Tom put voir, à l’expression de ceux qui l’entouraient, qu’il s’agissait d’un acte important.

Tant que vous n’aviez pas le casque sur la tête, vous faisiez encore partie de l’espèce humaine. Ensuite, vous étiez seul, à l’intérieur d’un minuscule univers mécanique. Même s’il y avait des hommes à quelques centimètres de vous, vous ne pouviez plus les voir qu’à travers une épaisse plaque de matière plastique, vous ne pouviez plus leur parler que par radio. Vous ne pouviez même pas les toucher, sauf à travers une double couche de peau artificielle.

Quelqu’un a écrit un jour que la mort dans un scaphandre était une mort affreusement solitaire. Pour la première fois en cet instant, Tom comprit combien cela devait être vrai.

Soudain il entendit la voix de l’Ingénieur en Chef : elle sortait des petits microphones qui se trouvaient à l’intérieur du casque.

— Le seul appareil dont vous ayez à vous occuper, lui disait Lawrence, est l’appareil d’intercommunication, qui est sur le petit panneau à votre droite. Normalement, vous êtes relié au pilote. Le circuit fonctionnera tant que vous serez tous les deux sur le « glisseur ». Vous pouvez parler tant que vous le voulez. Mais dès que vous coupez cette connexion, il faut vous servir de la radio – comme vous le faites en ce moment avec moi. Pressez sur le bouton de transmission, et parlez.

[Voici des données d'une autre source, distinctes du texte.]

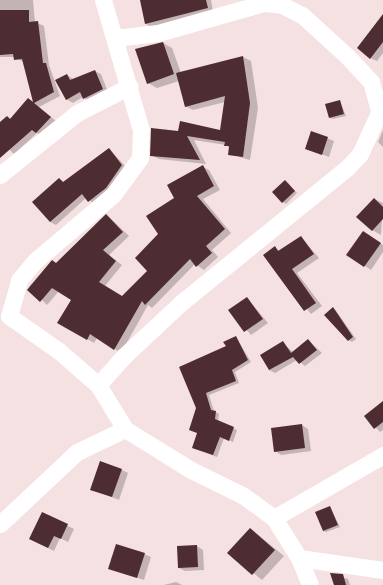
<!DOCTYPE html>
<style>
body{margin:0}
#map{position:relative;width:383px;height:585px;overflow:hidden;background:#f5e0e2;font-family:"DejaVu Sans",sans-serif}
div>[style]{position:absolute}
.shadow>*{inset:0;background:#0003}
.building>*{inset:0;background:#4d2d31}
.minor>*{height:17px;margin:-8.5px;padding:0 8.5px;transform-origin:8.5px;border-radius:8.5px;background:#fff}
span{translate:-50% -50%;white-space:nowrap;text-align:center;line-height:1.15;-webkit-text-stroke:4px #f5e0e2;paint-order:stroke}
</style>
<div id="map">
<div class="shadow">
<i style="clip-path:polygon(0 0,33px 0,35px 22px,44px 26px,49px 65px,60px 96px,39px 107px,56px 121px,42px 136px,37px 133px,14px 154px,0 141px,0 124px,7px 117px,12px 119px,28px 99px,34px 103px,24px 62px,14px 57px,0 57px)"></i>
<i style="clip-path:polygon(141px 0,211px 0,213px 12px,152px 27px,146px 24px)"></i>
<i style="clip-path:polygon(383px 22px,383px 53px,377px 61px,370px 58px)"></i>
<i style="clip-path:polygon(163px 43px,172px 48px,181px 73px,243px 57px,251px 61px,258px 108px,250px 160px,229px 154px,230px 148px,226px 145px,194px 140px,206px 164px,159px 159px,151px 155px,179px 132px,221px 131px,225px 102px,193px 110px,185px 106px,179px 81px,157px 88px,148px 83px)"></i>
<i style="clip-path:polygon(95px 71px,101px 74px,108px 92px,90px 102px,83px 97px,73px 103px,66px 99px,67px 75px,73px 79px)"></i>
<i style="clip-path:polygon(340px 101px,346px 116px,333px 119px,330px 118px)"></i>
<i style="clip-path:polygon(383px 130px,383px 147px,378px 142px)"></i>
<i style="clip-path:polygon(311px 132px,334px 141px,329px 157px,306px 148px)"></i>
<i style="clip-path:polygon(109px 149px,128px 169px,94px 204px,86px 198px,56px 225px,50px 222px,59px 179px,64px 182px)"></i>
<i style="clip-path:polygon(203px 167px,209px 170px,220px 190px,203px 199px,231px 233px,212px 250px,218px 257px,204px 270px,195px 264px,152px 308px,148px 305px,121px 353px,97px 338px,94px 343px,59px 323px,72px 300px,59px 291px,47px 305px,29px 287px,52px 261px,56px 264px,107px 215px,129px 236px,109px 255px,122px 265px,105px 286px,123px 297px,149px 271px,159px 234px,176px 198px)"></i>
<i style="clip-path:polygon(288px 183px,297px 193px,286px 204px,283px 202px)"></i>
<i style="clip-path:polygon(374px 199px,383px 203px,381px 235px,372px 230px)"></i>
<i style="clip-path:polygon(369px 235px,383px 245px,383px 252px,371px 270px,365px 266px)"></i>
<i style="clip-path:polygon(301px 237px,319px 258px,297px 273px,322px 306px,311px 314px,265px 255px,275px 248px,281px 251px)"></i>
<i style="clip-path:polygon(247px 298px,268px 323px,251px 335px,230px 310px)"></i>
<i style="clip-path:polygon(334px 308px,356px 339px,352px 342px,349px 340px)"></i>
<i style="clip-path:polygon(236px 337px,251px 362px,235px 372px,239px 383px,209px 395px,214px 411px,219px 414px,218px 422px,237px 430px,233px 442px,224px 438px,217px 457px,193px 448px,198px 433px,197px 408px,227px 346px)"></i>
<i style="clip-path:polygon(308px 340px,322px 353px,305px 366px,297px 360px,275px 373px,269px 370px,283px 343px,293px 352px)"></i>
<i style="clip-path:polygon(383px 402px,383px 430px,380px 432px,365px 416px)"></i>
<i style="clip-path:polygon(302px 425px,308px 429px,311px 451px,281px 455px,275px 451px)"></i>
<i style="clip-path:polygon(122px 470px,128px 473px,119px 500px,91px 489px)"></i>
<i style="clip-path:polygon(330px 507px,340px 527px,326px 532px,323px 531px)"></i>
<i style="clip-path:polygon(42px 513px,74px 529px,68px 542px,60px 538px,54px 551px,30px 539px)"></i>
<i style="clip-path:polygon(251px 529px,284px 556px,262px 580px,229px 553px)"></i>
<i style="clip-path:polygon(197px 546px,203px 550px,204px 570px,185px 571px,179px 568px)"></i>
<i style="clip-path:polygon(144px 554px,151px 557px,144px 580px,109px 568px)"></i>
<i style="clip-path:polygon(331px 574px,348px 579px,350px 585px,334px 585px)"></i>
<i style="clip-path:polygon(176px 582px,182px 585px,164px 585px)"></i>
</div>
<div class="building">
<i style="clip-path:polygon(140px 0,206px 0,208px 8px,145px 24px)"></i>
<i style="clip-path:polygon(0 10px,29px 10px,29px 22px,38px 21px,43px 63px,46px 63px,54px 92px,34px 103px,51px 117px,36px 133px,32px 130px,0 158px,0 122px,7px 116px,10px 119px,28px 98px,33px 102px,22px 59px,14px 60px,13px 54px,0 55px)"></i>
<i style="clip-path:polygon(383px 14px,383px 42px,370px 59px,357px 48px)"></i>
<i style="clip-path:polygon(163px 42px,174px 74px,147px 84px,135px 49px)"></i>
<i style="clip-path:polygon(243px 56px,250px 103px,243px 157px,228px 155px,229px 146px,224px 146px,225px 142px,187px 136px,200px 160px,150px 156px,151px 128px,178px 131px,180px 121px,220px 130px,225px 96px,185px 107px,176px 73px)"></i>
<i style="clip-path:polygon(95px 70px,103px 89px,83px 99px,80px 92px,66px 100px,55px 80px,67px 74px,70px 80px)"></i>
<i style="clip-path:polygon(340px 100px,344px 114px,329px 118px,325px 104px)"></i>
<i style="clip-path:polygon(311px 131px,328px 137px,322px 155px,305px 149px)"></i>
<i style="clip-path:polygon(109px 148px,122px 165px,106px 188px,88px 202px,82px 194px,50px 222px,32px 202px,59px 178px,63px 182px)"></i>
<i style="clip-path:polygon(203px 165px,214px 186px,197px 196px,225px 229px,206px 246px,212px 253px,196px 267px,190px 259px,145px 305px,142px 301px,114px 350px,90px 334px,87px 340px,57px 323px,71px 300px,52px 288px,40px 302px,27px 290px,52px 260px,56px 263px,106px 214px,123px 232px,103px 250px,116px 261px,99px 282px,122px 296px,147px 271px,135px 258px,158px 234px,146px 216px,174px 198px,167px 185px)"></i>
<i style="clip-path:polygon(285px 180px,295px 191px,282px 203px,272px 192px)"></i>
<i style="clip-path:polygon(374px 198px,383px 207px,383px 219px,372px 231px,356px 217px)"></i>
<i style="clip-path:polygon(363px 231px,381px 243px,364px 267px,346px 255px)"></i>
<i style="clip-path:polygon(301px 236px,314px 254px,292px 269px,316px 303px,304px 311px,263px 255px,275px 246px,278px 251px)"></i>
<i style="clip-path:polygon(247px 297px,263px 319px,244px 332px,228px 310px)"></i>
<i style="clip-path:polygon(333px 307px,353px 337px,348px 341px,324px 315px)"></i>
<i style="clip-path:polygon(236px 336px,248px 360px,232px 370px,236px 381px,206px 393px,211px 410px,216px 411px,215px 419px,234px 427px,229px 441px,220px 437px,213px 455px,192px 448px,197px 433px,189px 430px,196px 408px,179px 367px,226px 346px,223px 342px)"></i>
<i style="clip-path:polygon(308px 339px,317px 350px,299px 364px,293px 357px,269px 370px,260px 355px,283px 341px,291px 353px)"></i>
<i style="clip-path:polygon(383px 401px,383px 422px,374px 429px,364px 416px)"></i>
<i style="clip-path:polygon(302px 424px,305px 448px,274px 452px,271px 428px)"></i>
<i style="clip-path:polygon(100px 461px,122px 469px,112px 497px,90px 490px)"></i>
<i style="clip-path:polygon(330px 506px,338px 525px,323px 531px,315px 512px)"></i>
<i style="clip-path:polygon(42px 512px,68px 524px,61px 539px,54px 536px,48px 548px,29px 539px)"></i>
<i style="clip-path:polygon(250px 528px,275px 550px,252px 575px,227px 553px)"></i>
<i style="clip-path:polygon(116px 544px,145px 553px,137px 578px,108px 569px)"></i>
<i style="clip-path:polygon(197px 545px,198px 567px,178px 568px,177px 546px)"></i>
<i style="clip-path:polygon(330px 573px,343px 574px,346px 585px,334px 585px)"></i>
</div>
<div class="minor">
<i style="left:115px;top:38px;width:43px;rotate:-6.6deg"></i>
<i style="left:158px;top:33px;width:110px;rotate:-15.8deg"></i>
<i style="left:264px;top:3px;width:18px;rotate:6deg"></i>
<i style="left:282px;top:5px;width:22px;rotate:27deg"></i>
<i style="left:302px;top:15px;width:62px;rotate:42.4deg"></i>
<i style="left:348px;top:57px;width:34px;rotate:47deg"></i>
<i style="left:371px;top:82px;width:29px;rotate:74deg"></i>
<i style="left:0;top:175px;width:99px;rotate:-38.8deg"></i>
<i style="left:77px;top:113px;width:59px;rotate:-27deg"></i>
<i style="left:98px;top:385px;width:52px;rotate:-138.9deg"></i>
<i style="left:59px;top:351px;width:61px;rotate:-145deg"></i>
<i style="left:9px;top:316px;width:37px;rotate:-74deg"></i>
<i style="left:19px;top:280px;width:26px;rotate:-50deg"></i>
<i style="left:36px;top:260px;width:101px;rotate:-40.2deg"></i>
<i style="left:113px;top:195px;width:46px;rotate:-53.9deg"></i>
<i style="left:140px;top:158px;width:28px;rotate:-88deg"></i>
<i style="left:141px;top:130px;width:135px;rotate:-106.3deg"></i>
<i style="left:274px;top:518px;width:126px;rotate:-30deg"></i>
<i style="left:0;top:524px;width:105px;rotate:-43.1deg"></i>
<i style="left:77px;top:452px;width:53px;rotate:-25.6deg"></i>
<i style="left:299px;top:558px;width:85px;rotate:8.1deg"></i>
<i style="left:310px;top:585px;width:29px;rotate:-112deg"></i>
<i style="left:299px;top:558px;width:47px;rotate:-122deg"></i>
<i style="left:274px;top:518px;width:39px;rotate:-144deg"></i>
<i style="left:242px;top:495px;width:57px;rotate:-153.9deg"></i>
<i style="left:191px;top:470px;width:78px;rotate:-148.2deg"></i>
<i style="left:125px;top:429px;width:52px;rotate:-121.5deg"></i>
<i style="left:98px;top:385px;width:39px;rotate:-48deg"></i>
<i style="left:124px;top:356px;width:79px;rotate:-43deg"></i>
<i style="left:182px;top:302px;width:213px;rotate:-39.1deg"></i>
<i style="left:347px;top:168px;width:19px;rotate:-47deg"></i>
<i style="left:360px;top:154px;width:55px;rotate:-65.3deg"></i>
</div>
</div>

Tom fit ce que l’autre lui disait, puis il demanda :

— Qu’est-ce que c’est que ce bouton rouge qui a l’air de commander un signal d’alarme ?

— Vous n’aurez pas à vous en servir… du moins je l’espère. Il actionne en cas de péril un signal spécial qui fonctionne jusqu’à ce qu’on vienne vous chercher. Mais ne touchez à aucun de ces appareils qui sont sur le scaphandre, et surtout pas à celui-là. Si vous aviez à les utiliser, nous vous le dirions.